(Input begins)

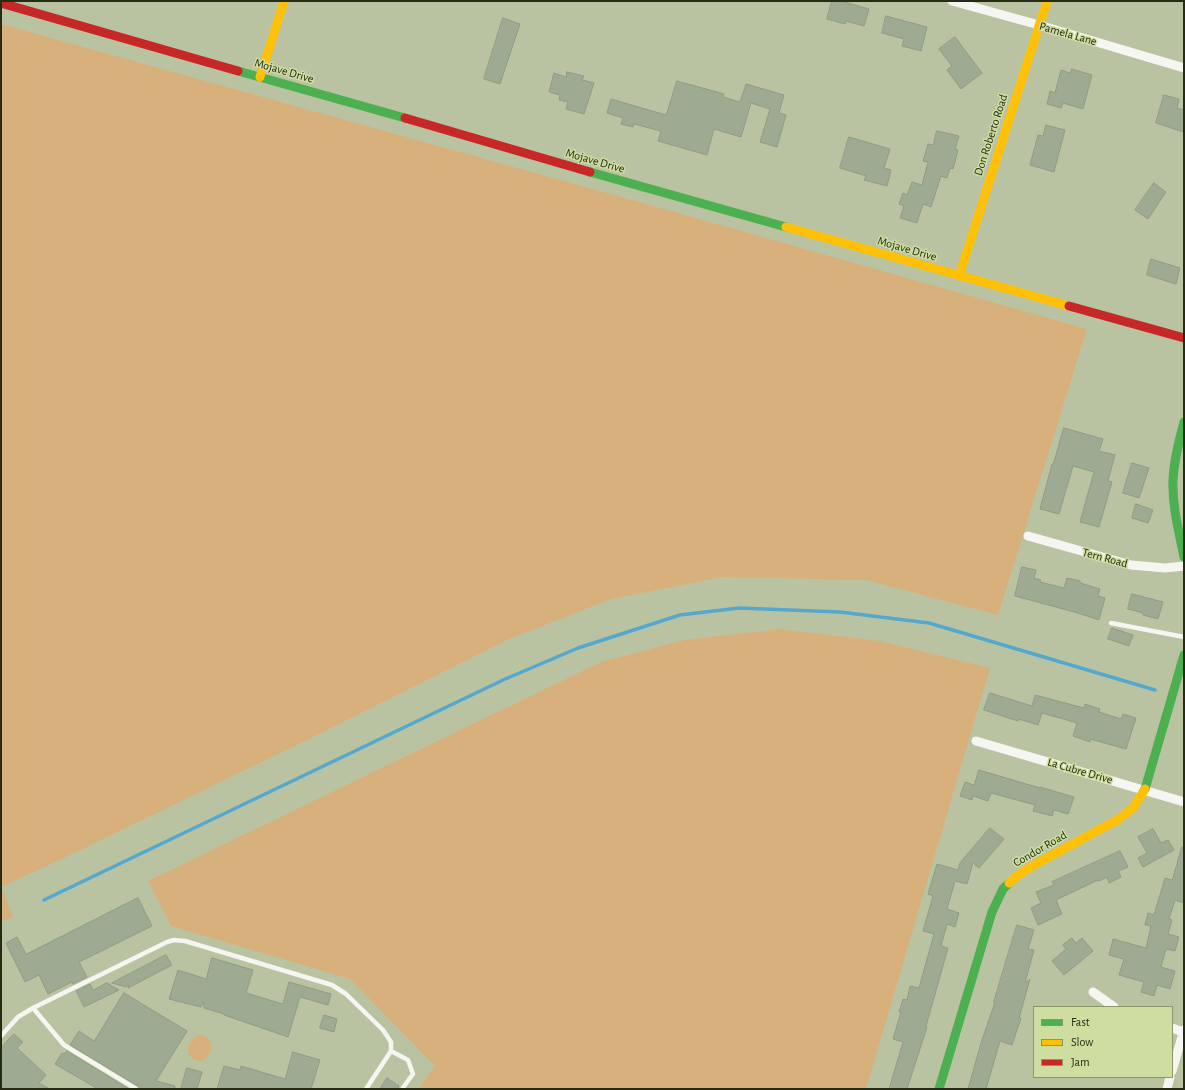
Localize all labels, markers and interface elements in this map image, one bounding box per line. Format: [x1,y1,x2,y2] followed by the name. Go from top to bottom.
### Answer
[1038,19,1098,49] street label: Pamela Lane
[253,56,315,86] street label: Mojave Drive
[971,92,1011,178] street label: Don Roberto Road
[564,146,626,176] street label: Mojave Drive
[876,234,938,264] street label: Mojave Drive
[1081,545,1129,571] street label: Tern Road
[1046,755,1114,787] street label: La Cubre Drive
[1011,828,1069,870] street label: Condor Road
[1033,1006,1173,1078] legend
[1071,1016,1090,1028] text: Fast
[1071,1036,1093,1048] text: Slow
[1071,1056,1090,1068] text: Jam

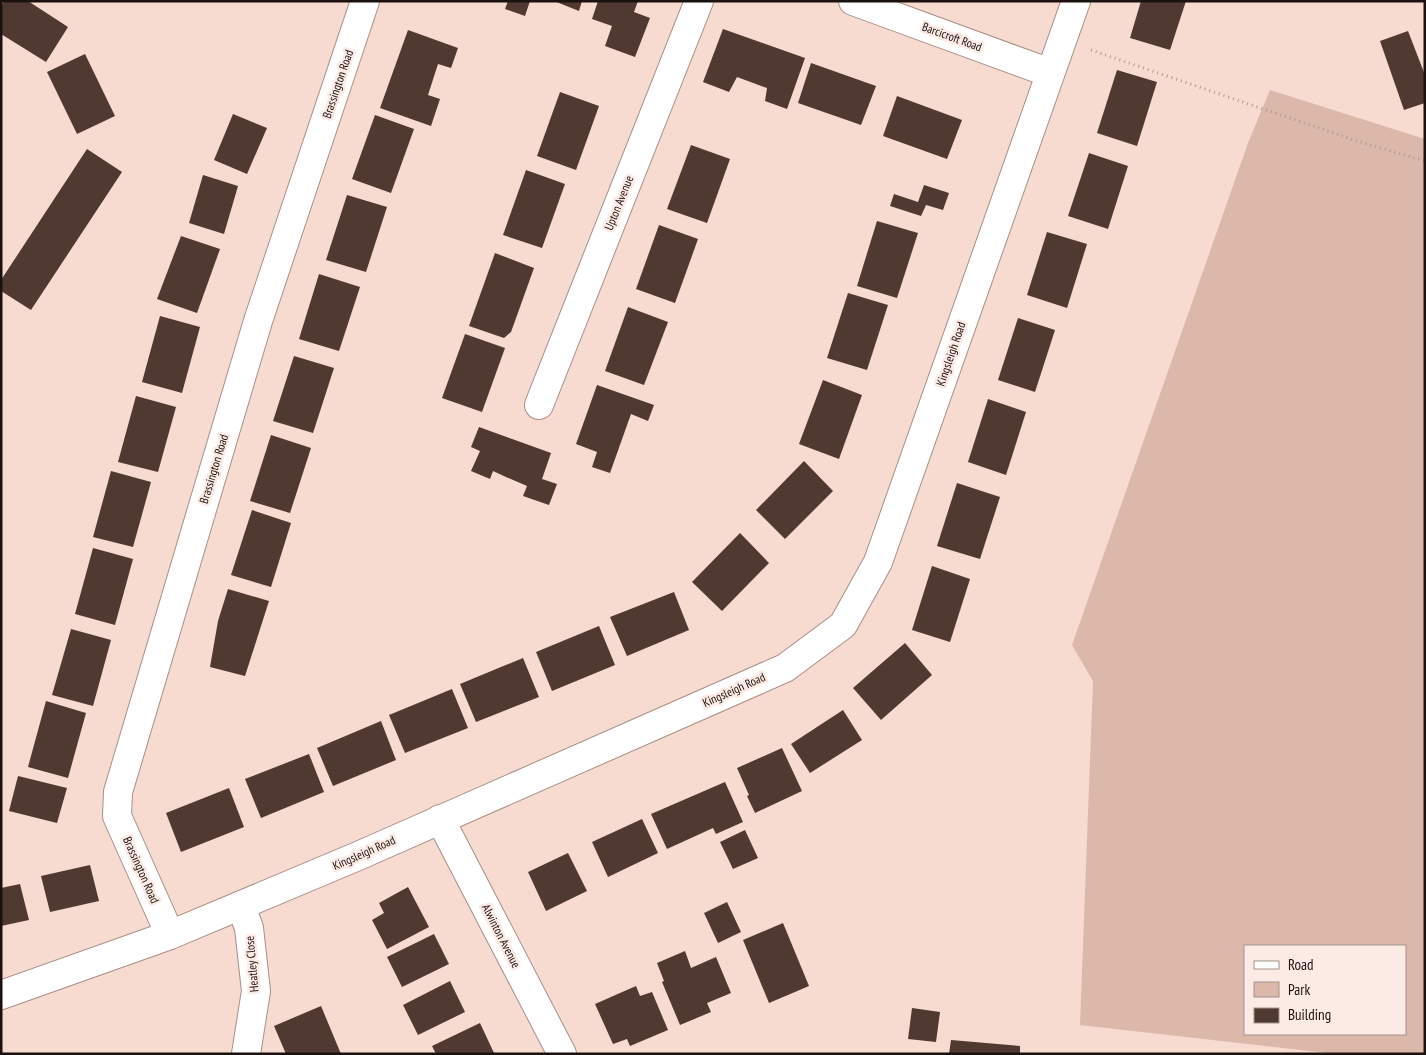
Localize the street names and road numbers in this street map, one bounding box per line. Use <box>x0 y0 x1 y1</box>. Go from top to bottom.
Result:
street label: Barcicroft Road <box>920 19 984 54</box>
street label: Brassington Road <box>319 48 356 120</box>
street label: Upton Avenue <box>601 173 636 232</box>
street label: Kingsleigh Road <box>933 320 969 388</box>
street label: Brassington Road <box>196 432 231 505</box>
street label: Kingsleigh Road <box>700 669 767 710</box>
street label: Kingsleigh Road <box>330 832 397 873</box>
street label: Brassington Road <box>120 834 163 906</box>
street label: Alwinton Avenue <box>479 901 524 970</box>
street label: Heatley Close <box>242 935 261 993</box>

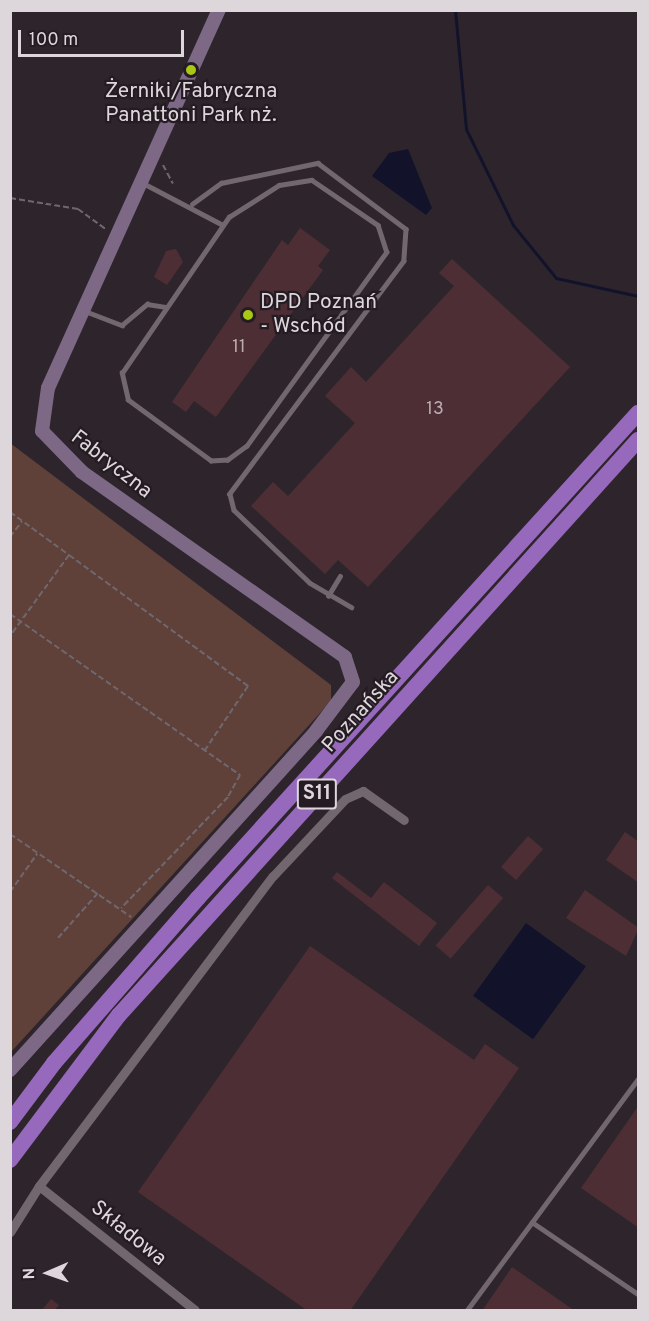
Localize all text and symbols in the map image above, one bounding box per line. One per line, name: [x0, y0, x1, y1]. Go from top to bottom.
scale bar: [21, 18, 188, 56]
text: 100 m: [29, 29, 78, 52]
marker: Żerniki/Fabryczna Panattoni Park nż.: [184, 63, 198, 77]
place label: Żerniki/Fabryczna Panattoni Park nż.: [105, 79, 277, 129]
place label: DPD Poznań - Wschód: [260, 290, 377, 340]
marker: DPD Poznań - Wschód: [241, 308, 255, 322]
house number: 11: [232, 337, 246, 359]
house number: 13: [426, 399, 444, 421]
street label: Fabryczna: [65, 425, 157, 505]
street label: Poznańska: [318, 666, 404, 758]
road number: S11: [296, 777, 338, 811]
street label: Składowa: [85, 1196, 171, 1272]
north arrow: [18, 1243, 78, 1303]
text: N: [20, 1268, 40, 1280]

(Input ends)

## Exercise description
If pictures are present, they are dropped, and the entries above are written out word for word.

## Task response
Localize all labels, markers and interface elements in this map image, one bounding box per line. Format: [x1,y1,x2,y2] followed by the name. Go from top to bottom.
### Answer
[1038,19,1098,49] street label: Pamela Lane
[253,56,315,86] street label: Mojave Drive
[971,92,1011,178] street label: Don Roberto Road
[564,146,626,176] street label: Mojave Drive
[876,234,938,264] street label: Mojave Drive
[1081,545,1129,571] street label: Tern Road
[1046,755,1114,787] street label: La Cubre Drive
[1011,828,1069,870] street label: Condor Road
[1033,1006,1173,1078] legend
[1071,1016,1090,1028] text: Fast
[1071,1036,1093,1048] text: Slow
[1071,1056,1090,1068] text: Jam

Localize the street names and road numbers in this street map, one bounding box per line. Use <box>x0 y0 x1 y1</box>. Go from top to bottom.
Result:
street label: Barcicroft Road <box>920 19 984 54</box>
street label: Brassington Road <box>319 48 356 120</box>
street label: Upton Avenue <box>601 173 636 232</box>
street label: Kingsleigh Road <box>933 320 969 388</box>
street label: Brassington Road <box>196 432 231 505</box>
street label: Kingsleigh Road <box>700 669 767 710</box>
street label: Kingsleigh Road <box>330 832 397 873</box>
street label: Brassington Road <box>120 834 163 906</box>
street label: Alwinton Avenue <box>479 901 524 970</box>
street label: Heatley Close <box>242 935 261 993</box>

Localize all text and symbols in the map image above, one bounding box per line. One per line, name: [x0, y0, x1, y1]. Go from top to bottom.
scale bar: [21, 18, 188, 56]
text: 100 m: [29, 29, 78, 52]
marker: Żerniki/Fabryczna Panattoni Park nż.: [184, 63, 198, 77]
place label: Żerniki/Fabryczna Panattoni Park nż.: [105, 79, 277, 129]
place label: DPD Poznań - Wschód: [260, 290, 377, 340]
marker: DPD Poznań - Wschód: [241, 308, 255, 322]
house number: 11: [232, 337, 246, 359]
house number: 13: [426, 399, 444, 421]
street label: Fabryczna: [65, 425, 157, 505]
street label: Poznańska: [318, 666, 404, 758]
road number: S11: [296, 777, 338, 811]
street label: Składowa: [85, 1196, 171, 1272]
north arrow: [18, 1243, 78, 1303]
text: N: [20, 1268, 40, 1280]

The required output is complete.